• WORK ITEM
With the entries below as the source, tally the lines that contain the string "controls" and give the number only.

• LISTED RECORDS
━━━━━━━━━━

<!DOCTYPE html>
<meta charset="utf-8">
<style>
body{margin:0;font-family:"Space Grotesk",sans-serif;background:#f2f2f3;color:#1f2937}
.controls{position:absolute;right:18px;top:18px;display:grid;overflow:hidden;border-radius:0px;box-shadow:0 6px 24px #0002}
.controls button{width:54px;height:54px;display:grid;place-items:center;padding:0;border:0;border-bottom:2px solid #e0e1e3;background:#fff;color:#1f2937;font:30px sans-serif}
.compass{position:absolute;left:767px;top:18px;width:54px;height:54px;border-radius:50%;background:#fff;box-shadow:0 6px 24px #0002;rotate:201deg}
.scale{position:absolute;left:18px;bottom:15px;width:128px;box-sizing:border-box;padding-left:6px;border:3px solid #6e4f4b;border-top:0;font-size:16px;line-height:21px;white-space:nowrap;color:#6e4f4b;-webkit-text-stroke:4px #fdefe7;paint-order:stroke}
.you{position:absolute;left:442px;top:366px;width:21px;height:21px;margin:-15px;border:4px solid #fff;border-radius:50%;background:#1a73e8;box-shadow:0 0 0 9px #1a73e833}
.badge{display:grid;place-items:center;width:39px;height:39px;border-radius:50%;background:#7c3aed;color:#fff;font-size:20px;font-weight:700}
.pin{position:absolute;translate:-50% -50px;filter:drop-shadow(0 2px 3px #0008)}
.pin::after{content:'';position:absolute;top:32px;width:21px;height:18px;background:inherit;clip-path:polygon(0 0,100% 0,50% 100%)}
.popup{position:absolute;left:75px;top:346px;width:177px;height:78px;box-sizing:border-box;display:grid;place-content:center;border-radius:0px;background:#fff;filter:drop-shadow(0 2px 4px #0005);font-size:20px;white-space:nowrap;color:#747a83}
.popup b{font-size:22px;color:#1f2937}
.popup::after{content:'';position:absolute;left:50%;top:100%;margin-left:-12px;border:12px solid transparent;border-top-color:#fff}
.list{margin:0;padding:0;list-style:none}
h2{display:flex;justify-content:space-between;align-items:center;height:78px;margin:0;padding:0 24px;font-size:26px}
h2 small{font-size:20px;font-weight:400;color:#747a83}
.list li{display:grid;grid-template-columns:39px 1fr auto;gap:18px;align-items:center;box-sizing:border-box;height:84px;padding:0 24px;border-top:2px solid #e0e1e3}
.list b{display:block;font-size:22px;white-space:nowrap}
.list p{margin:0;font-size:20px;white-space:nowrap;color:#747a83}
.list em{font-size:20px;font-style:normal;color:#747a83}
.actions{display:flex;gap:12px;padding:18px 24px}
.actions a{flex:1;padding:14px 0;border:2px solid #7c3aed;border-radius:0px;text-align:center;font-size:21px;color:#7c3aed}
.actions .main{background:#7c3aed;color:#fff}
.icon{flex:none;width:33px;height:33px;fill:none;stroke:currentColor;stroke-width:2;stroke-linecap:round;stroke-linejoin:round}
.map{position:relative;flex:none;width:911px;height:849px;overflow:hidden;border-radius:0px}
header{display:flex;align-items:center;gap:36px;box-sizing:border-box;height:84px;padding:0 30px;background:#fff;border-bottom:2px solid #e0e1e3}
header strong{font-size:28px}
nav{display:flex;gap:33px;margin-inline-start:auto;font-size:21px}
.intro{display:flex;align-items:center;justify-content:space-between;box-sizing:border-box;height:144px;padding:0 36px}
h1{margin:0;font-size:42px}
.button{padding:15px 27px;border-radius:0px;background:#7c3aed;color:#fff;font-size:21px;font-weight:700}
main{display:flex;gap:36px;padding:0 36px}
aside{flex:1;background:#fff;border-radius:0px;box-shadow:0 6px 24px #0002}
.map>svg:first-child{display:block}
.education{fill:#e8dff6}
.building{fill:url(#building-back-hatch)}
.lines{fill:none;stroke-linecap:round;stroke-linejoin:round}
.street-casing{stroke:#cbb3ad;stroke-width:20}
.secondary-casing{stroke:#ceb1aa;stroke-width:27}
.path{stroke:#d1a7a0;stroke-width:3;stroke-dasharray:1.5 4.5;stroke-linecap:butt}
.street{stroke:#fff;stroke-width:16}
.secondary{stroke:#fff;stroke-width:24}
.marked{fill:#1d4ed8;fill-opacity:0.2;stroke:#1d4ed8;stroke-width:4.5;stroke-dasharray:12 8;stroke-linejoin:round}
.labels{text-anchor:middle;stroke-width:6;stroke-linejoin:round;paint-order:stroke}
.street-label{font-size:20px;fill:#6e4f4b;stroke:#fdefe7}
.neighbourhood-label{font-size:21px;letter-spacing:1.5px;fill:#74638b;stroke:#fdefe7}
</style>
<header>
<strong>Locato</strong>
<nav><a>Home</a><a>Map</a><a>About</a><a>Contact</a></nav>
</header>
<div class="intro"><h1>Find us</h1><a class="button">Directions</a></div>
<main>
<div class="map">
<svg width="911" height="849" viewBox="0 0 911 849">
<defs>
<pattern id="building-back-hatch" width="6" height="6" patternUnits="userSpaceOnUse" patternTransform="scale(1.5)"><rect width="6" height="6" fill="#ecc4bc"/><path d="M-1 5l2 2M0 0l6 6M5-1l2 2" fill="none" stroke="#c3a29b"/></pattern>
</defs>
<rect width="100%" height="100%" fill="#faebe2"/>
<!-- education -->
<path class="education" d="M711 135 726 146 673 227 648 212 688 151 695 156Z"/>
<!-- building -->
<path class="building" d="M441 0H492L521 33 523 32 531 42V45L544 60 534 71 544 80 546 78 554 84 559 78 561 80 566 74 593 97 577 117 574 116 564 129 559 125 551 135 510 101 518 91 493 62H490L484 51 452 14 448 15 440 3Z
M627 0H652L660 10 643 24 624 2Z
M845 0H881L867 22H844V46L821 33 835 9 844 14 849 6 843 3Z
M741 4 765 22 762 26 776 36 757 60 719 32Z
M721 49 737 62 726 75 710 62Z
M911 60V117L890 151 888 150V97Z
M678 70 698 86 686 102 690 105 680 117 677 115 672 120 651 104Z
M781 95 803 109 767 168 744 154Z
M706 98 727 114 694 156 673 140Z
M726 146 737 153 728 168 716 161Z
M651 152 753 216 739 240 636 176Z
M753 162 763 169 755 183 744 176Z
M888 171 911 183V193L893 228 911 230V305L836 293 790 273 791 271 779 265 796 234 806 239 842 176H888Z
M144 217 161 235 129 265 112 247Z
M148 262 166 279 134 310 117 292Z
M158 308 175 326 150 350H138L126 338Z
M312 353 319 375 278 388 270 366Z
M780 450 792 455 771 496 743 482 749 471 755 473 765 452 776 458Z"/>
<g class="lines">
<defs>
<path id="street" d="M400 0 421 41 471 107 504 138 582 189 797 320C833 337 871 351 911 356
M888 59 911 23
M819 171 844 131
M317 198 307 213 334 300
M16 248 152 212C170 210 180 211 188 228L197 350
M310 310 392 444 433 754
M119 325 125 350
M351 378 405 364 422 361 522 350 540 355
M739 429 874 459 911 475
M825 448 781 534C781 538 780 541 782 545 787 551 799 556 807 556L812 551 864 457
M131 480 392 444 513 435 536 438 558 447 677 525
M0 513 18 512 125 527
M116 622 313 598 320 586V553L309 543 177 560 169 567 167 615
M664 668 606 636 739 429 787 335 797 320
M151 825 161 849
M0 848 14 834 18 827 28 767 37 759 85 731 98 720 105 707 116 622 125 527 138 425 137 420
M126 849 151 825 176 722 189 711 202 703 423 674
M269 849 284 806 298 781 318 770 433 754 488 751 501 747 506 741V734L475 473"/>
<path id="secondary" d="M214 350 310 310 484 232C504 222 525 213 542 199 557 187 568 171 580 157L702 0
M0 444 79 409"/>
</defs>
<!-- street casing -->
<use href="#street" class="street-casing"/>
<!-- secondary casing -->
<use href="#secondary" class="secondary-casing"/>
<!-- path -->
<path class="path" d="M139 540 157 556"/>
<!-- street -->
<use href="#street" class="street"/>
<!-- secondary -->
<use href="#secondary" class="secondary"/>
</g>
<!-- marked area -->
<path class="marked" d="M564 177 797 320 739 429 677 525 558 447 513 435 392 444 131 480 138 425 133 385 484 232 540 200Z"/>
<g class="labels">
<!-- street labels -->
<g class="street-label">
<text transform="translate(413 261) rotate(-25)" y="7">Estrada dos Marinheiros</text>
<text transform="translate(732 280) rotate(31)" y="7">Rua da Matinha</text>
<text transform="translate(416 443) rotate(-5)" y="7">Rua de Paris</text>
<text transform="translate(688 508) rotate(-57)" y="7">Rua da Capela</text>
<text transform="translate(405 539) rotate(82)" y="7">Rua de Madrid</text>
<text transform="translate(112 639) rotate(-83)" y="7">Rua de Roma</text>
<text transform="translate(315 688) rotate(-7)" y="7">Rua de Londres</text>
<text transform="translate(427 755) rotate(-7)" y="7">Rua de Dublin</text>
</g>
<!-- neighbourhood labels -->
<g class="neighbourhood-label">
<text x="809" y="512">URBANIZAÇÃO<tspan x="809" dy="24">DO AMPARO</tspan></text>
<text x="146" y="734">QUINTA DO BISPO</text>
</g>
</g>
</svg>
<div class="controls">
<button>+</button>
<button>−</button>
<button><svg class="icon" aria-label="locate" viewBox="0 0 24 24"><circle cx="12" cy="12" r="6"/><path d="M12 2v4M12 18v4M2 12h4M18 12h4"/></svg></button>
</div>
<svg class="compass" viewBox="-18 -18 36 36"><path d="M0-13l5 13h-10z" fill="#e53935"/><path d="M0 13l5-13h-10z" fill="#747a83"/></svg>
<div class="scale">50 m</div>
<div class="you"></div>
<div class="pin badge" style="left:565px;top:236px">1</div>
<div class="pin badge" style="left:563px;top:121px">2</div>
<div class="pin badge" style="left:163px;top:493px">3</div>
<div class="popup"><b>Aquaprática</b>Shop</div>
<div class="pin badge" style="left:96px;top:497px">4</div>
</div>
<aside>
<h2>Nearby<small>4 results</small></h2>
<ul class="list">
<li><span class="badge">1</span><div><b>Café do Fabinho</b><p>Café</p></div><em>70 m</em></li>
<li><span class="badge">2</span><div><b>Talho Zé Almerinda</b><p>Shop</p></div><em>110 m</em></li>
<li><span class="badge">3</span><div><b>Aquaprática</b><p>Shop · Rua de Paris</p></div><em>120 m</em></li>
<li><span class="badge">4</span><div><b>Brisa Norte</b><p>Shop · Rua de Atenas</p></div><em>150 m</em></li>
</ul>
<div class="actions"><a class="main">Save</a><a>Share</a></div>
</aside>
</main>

━━━━━━━━━━

• ANSWER SPACE
3